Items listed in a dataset

══════

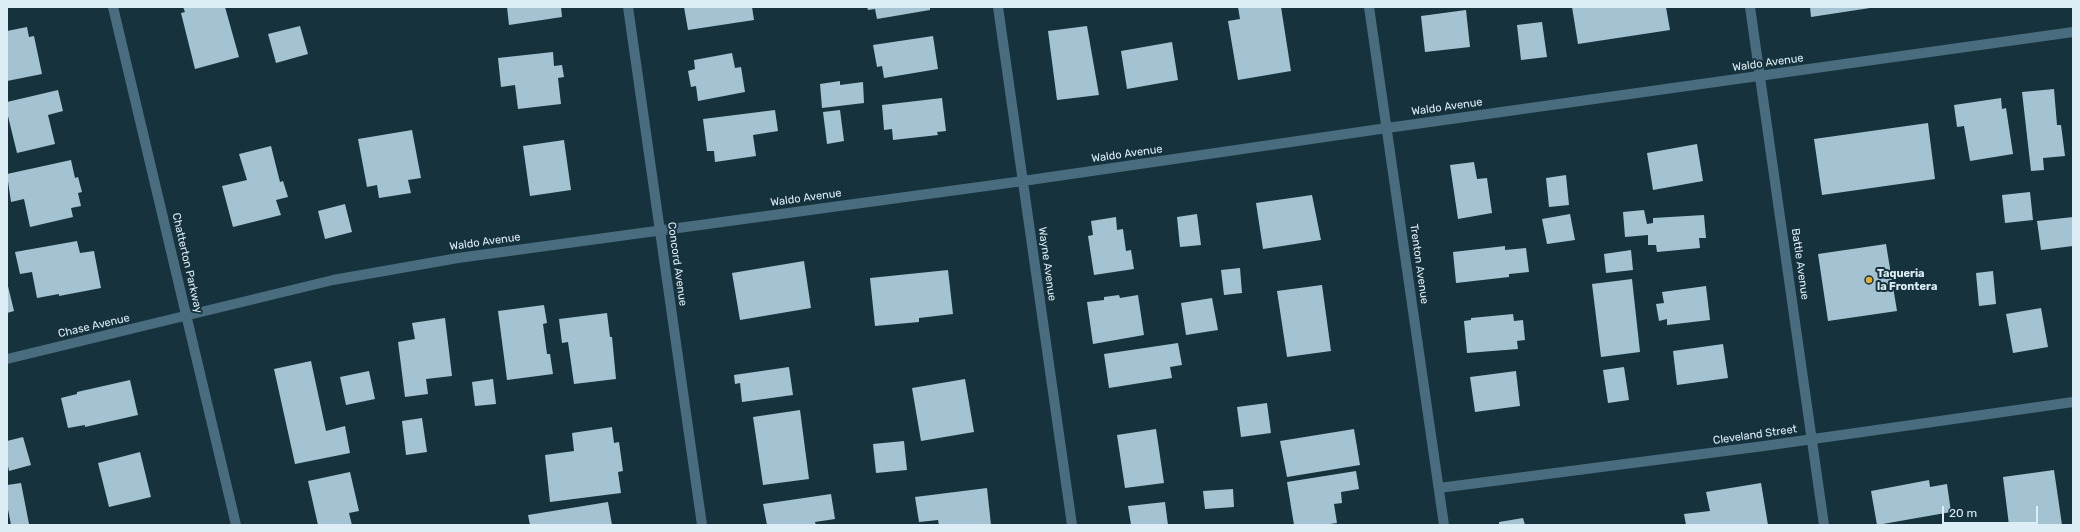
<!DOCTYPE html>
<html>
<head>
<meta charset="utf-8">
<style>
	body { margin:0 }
	#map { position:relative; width:2080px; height:532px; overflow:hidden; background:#16323d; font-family:Rubik,sans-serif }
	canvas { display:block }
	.frame { position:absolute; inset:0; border:8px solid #ddedf5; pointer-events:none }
	.scale { position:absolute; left:1942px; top:506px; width:96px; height:18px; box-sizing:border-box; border:2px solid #ddedf5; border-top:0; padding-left:5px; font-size:12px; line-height:14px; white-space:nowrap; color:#ddedf5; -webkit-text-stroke:3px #16323d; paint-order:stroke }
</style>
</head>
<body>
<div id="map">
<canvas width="2080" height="532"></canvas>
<div class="frame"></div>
<div class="scale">20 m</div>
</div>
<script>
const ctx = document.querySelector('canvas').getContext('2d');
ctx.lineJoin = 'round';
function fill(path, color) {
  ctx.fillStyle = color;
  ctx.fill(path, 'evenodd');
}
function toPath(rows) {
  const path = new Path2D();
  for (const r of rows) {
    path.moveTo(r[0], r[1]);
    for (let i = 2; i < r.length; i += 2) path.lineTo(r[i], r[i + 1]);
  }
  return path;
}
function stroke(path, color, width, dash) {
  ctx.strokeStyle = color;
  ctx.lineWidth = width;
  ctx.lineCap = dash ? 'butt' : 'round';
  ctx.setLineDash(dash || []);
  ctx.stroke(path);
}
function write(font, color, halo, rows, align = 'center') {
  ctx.font = font + ' Rubik,sans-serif';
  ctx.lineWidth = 4;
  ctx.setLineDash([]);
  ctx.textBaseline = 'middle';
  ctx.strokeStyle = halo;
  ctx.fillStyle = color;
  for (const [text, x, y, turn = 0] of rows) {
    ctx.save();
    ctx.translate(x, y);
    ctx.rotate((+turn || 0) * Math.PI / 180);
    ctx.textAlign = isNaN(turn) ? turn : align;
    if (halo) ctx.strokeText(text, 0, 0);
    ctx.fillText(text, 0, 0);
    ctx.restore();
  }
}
fill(toPath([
	[183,7,225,7,239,57,195,69,181,13,185,12],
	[507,7,561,7,562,17,509,25],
	[684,7,752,7,754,20,688,30],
	[867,7,930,7,930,10,877,19,875,9,868,10],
	[1238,7,1281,7,1291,71,1238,80,1228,21,1240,19],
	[1572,7,1666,7,1670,30,1578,44],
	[1810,7,1869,7,1870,8,1811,17],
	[1466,10,1470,47,1425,52,1421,16],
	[1542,22,1547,57,1521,60,1517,25],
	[300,26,308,54,276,63,268,34],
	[1087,26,1099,95,1057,100,1048,31],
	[27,27,29,37,34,36,42,74,7,81,7,31],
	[933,36,938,69,884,78,882,66,877,67,873,45],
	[1172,42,1178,80,1127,89,1121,51],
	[553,52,554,66,562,65,564,77,558,78,561,104,518,109,515,85,501,87,498,58],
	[732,53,735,68,741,67,745,92,698,101,696,86,691,87,688,71,695,69,694,60],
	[840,81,840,85,863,82,864,103,822,108,820,84],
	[2054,89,2057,125,2061,125,2065,156,2043,158,2044,170,2031,171,2022,92],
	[58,90,63,111,48,115,55,144,17,153,7,112,7,102],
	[942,98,946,131,937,132,938,135,893,140,892,129,884,130,882,105],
	[2001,98,2002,109,2006,108,2013,154,1970,161,1964,126,1957,127,1954,105],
	[775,110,778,131,753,135,756,156,715,162,714,151,707,151,703,119],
	[840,110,844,141,827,144,823,112],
	[1928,123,1935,179,1822,195,1814,139],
	[412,130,421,178,408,180,411,193,379,198,377,185,367,187,358,139],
	[564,140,571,190,530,196,523,146],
	[1697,144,1703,181,1653,190,1647,153],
	[271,146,280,182,283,181,288,197,276,200,281,215,233,227,222,186,247,180,239,154],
	[71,160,75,178,78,177,82,192,78,193,81,206,71,208,73,217,30,227,24,199,11,202,7,174],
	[1474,162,1477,179,1487,178,1492,213,1458,219,1450,165],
	[1566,175,1569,205,1549,207,1546,178],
	[2030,192,2033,220,2005,223,2002,195],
	[1312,195,1321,240,1263,249,1256,203],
	[345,204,352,232,325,239,318,211],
	[1644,210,1647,224,1653,223,1653,218,1704,215,1706,238,1699,238,1700,248,1657,252,1656,245,1648,245,1648,235,1625,237,1623,212],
	[1197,214,1201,245,1180,247,1177,217],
	[1570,214,1575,240,1547,244,1542,219],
	[1116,217,1117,230,1123,229,1126,251,1131,250,1134,269,1094,275,1088,236,1093,235,1091,221],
	[2073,217,2073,246,2041,250,2037,221],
	[77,241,80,253,94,251,101,288,59,296,59,294,37,298,32,272,20,274,15,252],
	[1886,244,1897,311,1828,321,1818,254],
	[1505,246,1505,250,1526,248,1529,272,1509,274,1509,277,1456,283,1453,252],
	[1631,250,1633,270,1606,273,1604,254],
	[804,261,811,308,740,320,732,273],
	[1240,268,1242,293,1224,295,1221,270],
	[948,270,953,314,919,318,919,322,875,326,870,278],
	[1993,271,1996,304,1979,306,1976,273],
	[1632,279,1640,352,1601,357,1592,284],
	[7,282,14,311,7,313],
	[1322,285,1331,351,1287,357,1277,291],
	[1706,286,1710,320,1667,325,1667,319,1659,321,1656,304,1664,303,1662,292],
	[1119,295,1120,298,1138,295,1144,335,1093,344,1087,302,1104,300,1104,297],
	[1212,298,1218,330,1186,335,1181,303],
	[544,305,547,323,543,324,547,354,550,354,553,374,507,380,498,311],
	[2041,308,2048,347,2013,353,2006,314],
	[607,313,610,337,612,337,616,379,574,384,568,342,562,343,559,319],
	[1513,314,1514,321,1523,320,1525,340,1517,341,1518,349,1467,353,1464,321,1471,320,1471,318],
	[445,318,452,376,426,379,428,394,405,397,398,342,415,339,412,323],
	[1178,343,1182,365,1170,367,1172,378,1109,388,1104,354],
	[1723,344,1728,378,1677,385,1673,351],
	[311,361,326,431,345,426,350,453,295,464,274,369],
	[789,367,793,395,742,402,740,383,735,384,734,375],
	[1624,367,1629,400,1608,403,1603,370],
	[369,371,375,399,346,405,340,377],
	[1516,371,1520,406,1475,412,1470,377],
	[493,379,496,404,475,406,472,382],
	[965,379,974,432,921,441,912,388],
	[130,380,138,415,85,427,85,425,68,428,61,398,77,394,77,392],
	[1267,403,1271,433,1241,437,1237,407],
	[800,410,809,479,763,485,753,417],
	[422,418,427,452,406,455,402,421],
	[612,427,614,443,619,442,623,471,618,472,621,493,550,502,545,455,574,451,572,433],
	[1156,429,1164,483,1125,488,1117,435],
	[1354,429,1360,465,1287,477,1280,441],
	[23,437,31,465,9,471,7,461,7,441],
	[904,441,907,470,876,473,873,444],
	[140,452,151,497,109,507,98,463],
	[2054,470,2062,525,2009,525,2003,477],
	[1356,471,1359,489,1341,492,1342,503,1334,504,1337,523,1323,525,1294,525,1287,482],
	[350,472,359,511,349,513,352,525,318,525,308,481],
	[1929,480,1930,487,1947,484,1951,512,1877,525,1871,491],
	[21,483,29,524,11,525,7,504,7,485],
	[1761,483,1768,525,1686,525,1684,514,1710,511,1706,492],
	[987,488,991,525,939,525,938,520,919,522,915,497],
	[1233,489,1234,507,1205,509,1203,491],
	[831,494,835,519,815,522,816,525,767,525,763,504],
	[608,502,612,525,530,525,528,515],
	[1165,502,1168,525,1131,525,1128,506],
	[1523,518,1525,525,1499,525,1499,522]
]), '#a4c3d2');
stroke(toPath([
	[113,7,236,525],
	[628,7,702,525],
	[998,7,1072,525],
	[1369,7,1444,525],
	[7,359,333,280,458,258,1023,181,1387,128,2073,32],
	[1439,488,1764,446,2073,402]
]), '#496d7e', 10);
stroke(toPath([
	[1750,7,1824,525]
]), '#496d7e', 10);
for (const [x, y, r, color] of [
	[1869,280,4,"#e1af34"]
]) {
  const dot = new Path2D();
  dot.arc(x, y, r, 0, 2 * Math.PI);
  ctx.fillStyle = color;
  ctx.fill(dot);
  stroke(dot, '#16323d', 1.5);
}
write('11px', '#ddedf5', '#16323d', [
	["Waldo Avenue",1768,63,-8],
	["Waldo Avenue",1447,107,-8],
	["Waldo Avenue",1127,154,-8],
	["Waldo Avenue",806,198,-8],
	["Waldo Avenue",485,242,-8],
	["Chatterton Parkway",187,263,77],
	["Concord Avenue",677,264,82],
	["Wayne Avenue",1047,264,82],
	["Trenton Avenue",1419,264,82],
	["Battle Avenue",1800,264,82],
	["Chase Avenue",94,326,-13],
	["Cleveland Street",1755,435,-8]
]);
write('bold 11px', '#ddedf5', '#16323d', [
	["Taqueria",1877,274],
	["la Frontera",1877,287]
], 'left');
</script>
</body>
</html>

══════

Exercise: Copy each line of the records above that carries the word "canvas".

Task output:
	canvas { display:block }
<canvas width="2080" height="532"></canvas>
const ctx = document.querySelector('canvas').getContext('2d');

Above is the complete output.